On 27 June 1941, known as the "Friday of Terror", all Jews were ordered to assemble in the town square and marched to the shore of Lake Mastis, where the Lithuanians proclaimed that the Jews were responsible for the Rainiai massacre. The Jews were then forced to dig up the bodies of the executed prisoners, clean and lick them, and then re-bury them. The Jewish men were then tortured.

Appeals to bishop Justinas Staugaitis, who was formerly chairman of Lithuanian parliament, were rebuffed by the bishop who told the Jews that "This is what you deserve for bringing the Bolsheviks to Lithuania", this despite the persecution of religious Jews during Soviet rule.

==Massacre of men==
On 15–16 July 1941, the Jewish men of the town were shot. Noreika's deputy in LAF Telšiai, Bronius Juodikis, the chief of police, organized the killing, eight German SD members and about 50 Lithuanian activists participated. The Einsatzkommando 2 was active in the region.

According to testimony of a Lithuanian perpetrator, the Jews were lined up in groups of 30 to 40, ordered to undress, push the bodies of those killed previously into the pit, and then lie down on top of them. The Jews were shot in these small batches all night.

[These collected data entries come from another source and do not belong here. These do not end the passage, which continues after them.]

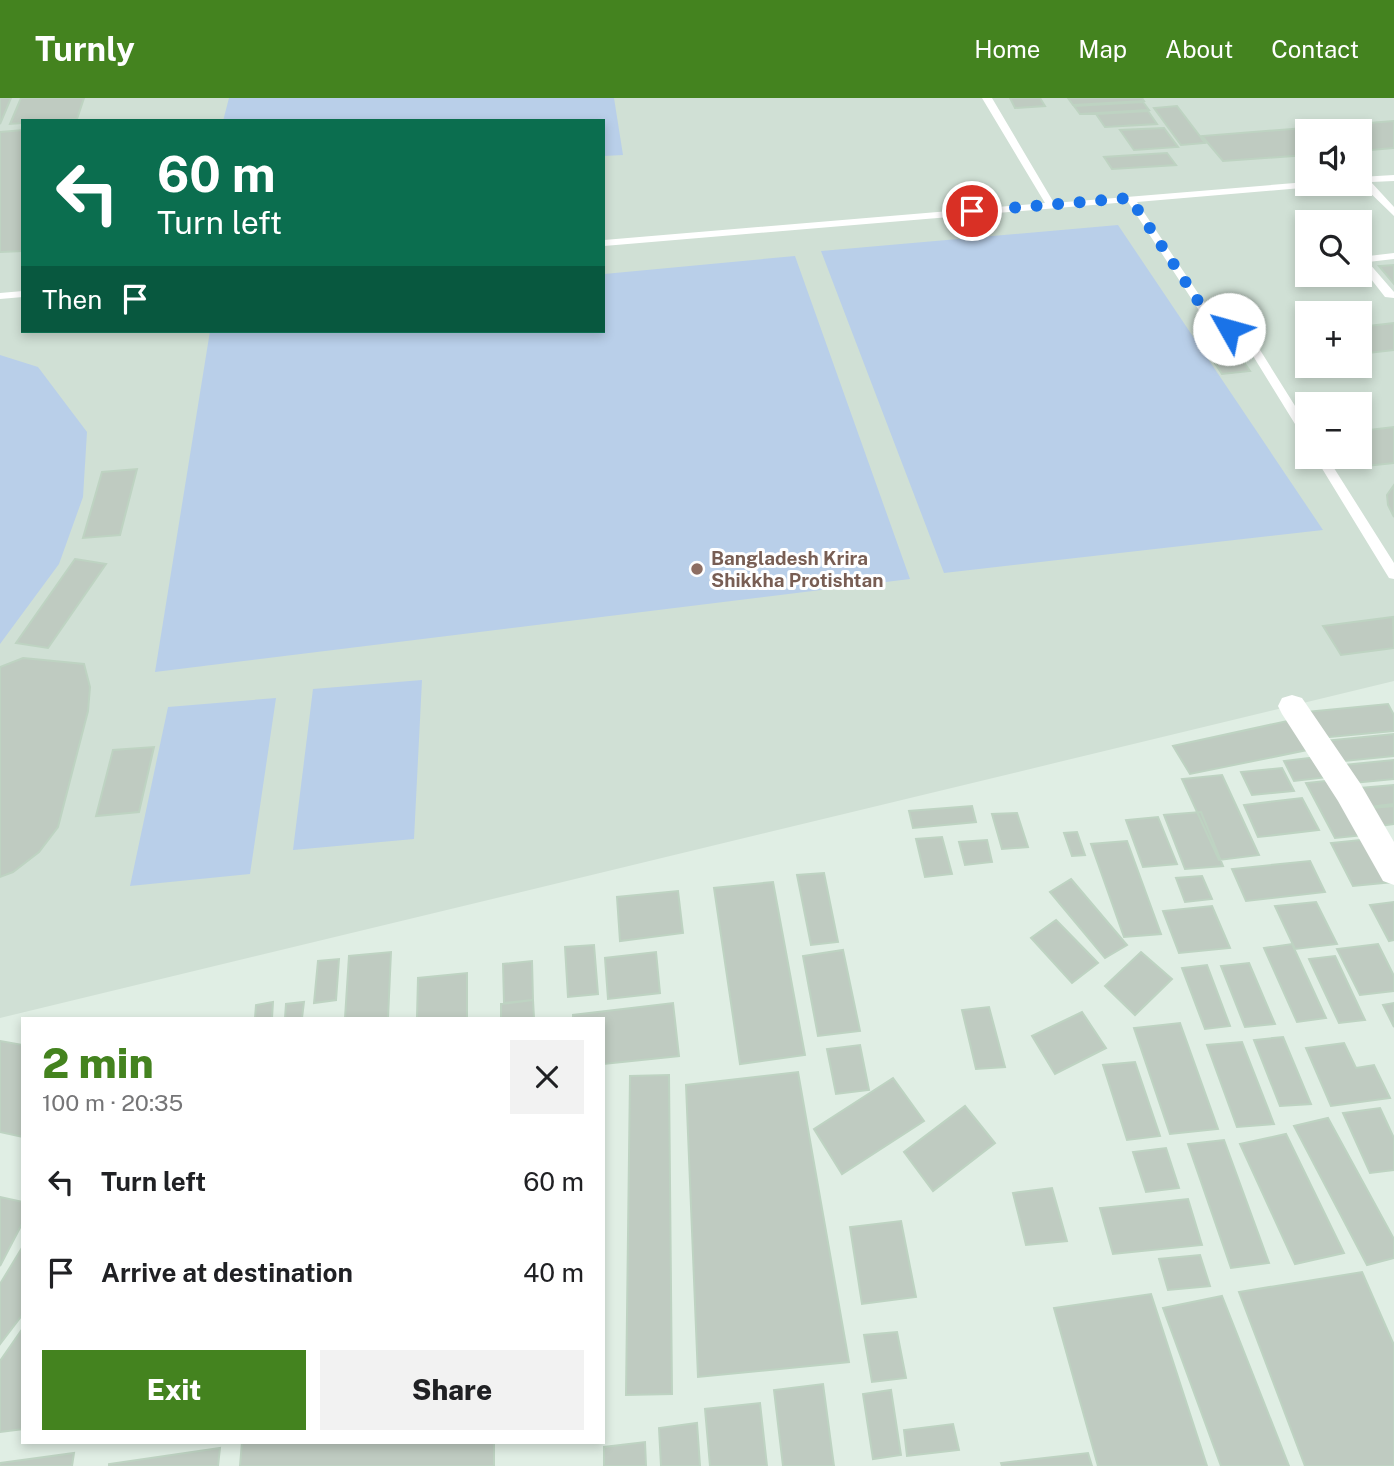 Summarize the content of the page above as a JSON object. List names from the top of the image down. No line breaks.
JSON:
{"places":["Bangladesh Krira Shikkha Protishtan"],"page":{"header":"Turnly","nav":["Home","Map","About","Contact"],"map_buttons":["+","−"],"turn":["60 m","Turn left"],"then":"Then","heading":["2 min","100 m · 20:35"],"list":[{"name":"Turn left","value":"60 m"},{"name":"Arrive at destination","value":"40 m"}],"buttons":["Exit","Share"]}} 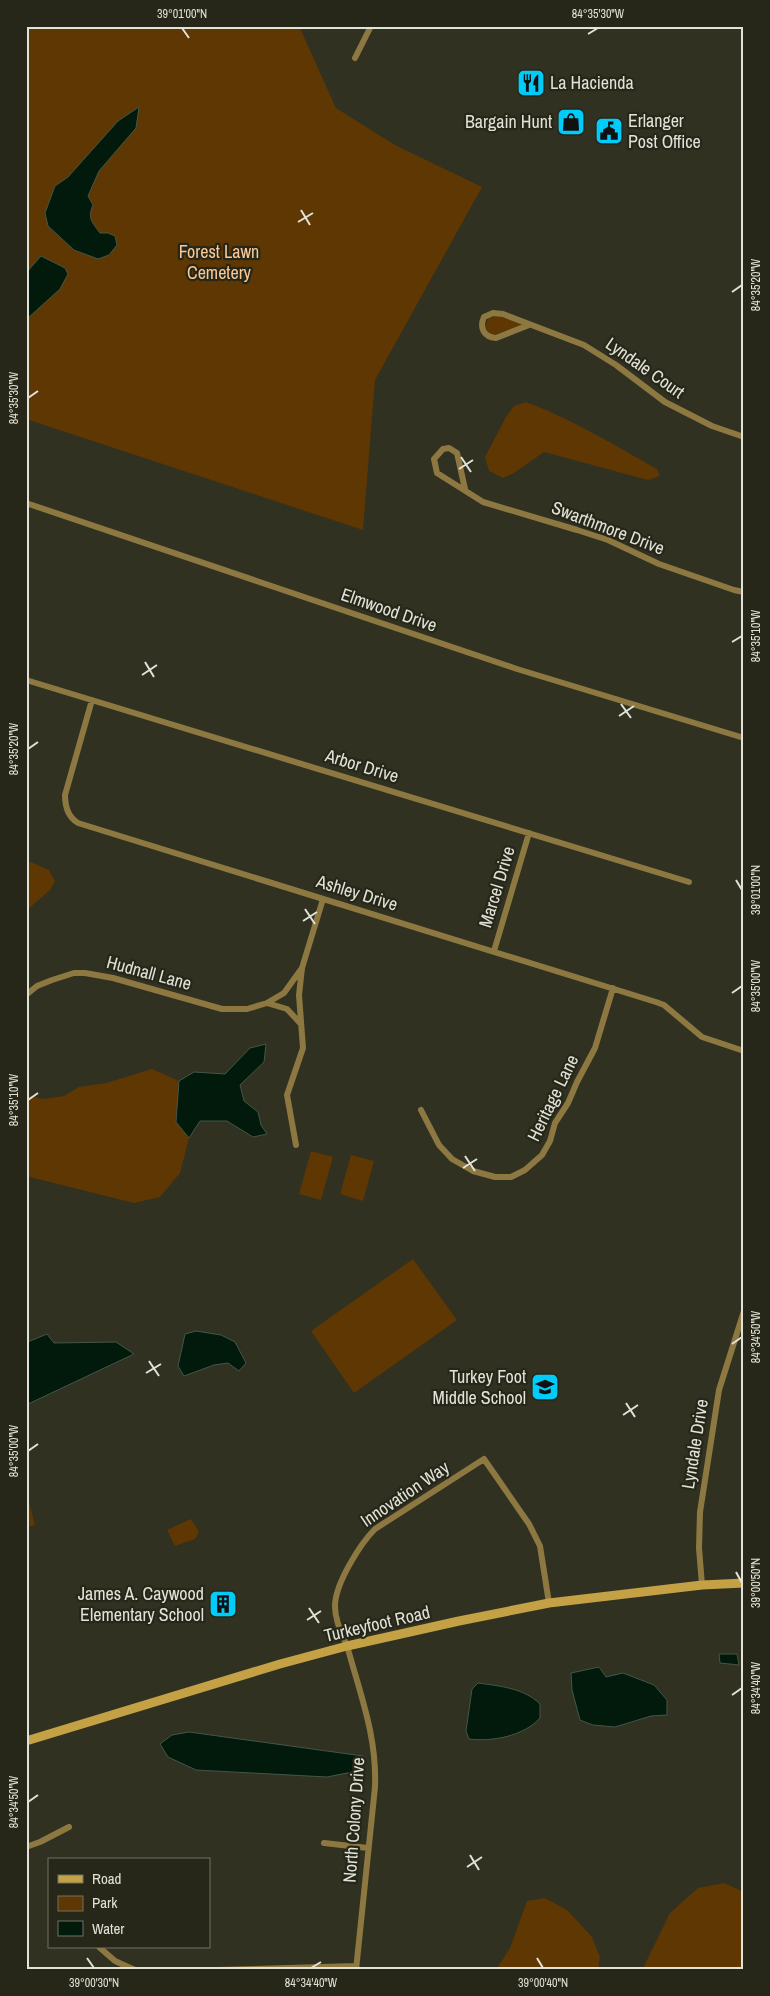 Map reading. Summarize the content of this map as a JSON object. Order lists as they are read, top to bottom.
{
  "streets": {
    "main road": ["Turkeyfoot Road"],
    "street": [
      "Lyndale Court",
      "Swarthmore Drive",
      "Elmwood Drive",
      "Arbor Drive",
      "Marcel Drive",
      "Ashley Drive",
      "Hudnall Lane",
      "Heritage Lane",
      "Lyndale Drive",
      "Innovation Way",
      "North Colony Drive"
    ]
  },
  "crossings": [
    ["Arbor Drive", "Marcel Drive"],
    ["Arbor Drive", "Ashley Drive"],
    ["Marcel Drive", "Ashley Drive"],
    ["Ashley Drive", "Hudnall Lane"],
    ["Ashley Drive", "Heritage Lane"],
    ["Lyndale Drive", "Turkeyfoot Road"],
    ["Innovation Way", "Turkeyfoot Road"],
    ["Innovation Way", "North Colony Drive"],
    ["Turkeyfoot Road", "North Colony Drive"]
  ],
  "parks": ["Forest Lawn Cemetery"],
  "places": {
    "restaurant": ["La Hacienda"],
    "shop": ["Bargain Hunt"],
    "public building": ["Erlanger Post Office"],
    "school or university": ["Turkey Foot Middle School"],
    "building": ["James A. Caywood Elementary School"]
  },
  "legend": ["Road", "Park", "Water"],
  "coordinates": [
    "39°01'00\"N",
    "84°35'30\"W",
    "84°35'20\"W",
    "84°35'10\"W",
    "84°35'00\"W",
    "84°34'50\"W",
    "39°00'50\"N",
    "84°34'40\"W",
    "39°00'30\"N",
    "39°00'40\"N"
  ]
}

==Geruliai camp and massacre==
The women and children of the town were moved to a camp in Geruliai, along with women from Viešvenai and Jews from smaller towns like Viešvėnai I, Rietavas, Alsėdžiai, Žarėnai, Varniai, Luokė, Laukuva and Nevarėnai. In six abandoned army barracks some 4,000 women and children lived in cramped quarters. Widespread disease led to high mortality of children. Younger women, a few hundred, were sent to work at local farms, though this often was in fact rape by the hands of their "employers". Guards made night-time selections of women for rape as well.

On 29 August 1941, with impending rumors of a coming aktion (massacre), camp commander B. Platakis offered to stave off the aktion in return for 100,000 rubles. The women collected their valuables overnight, and handed them over to Platakis.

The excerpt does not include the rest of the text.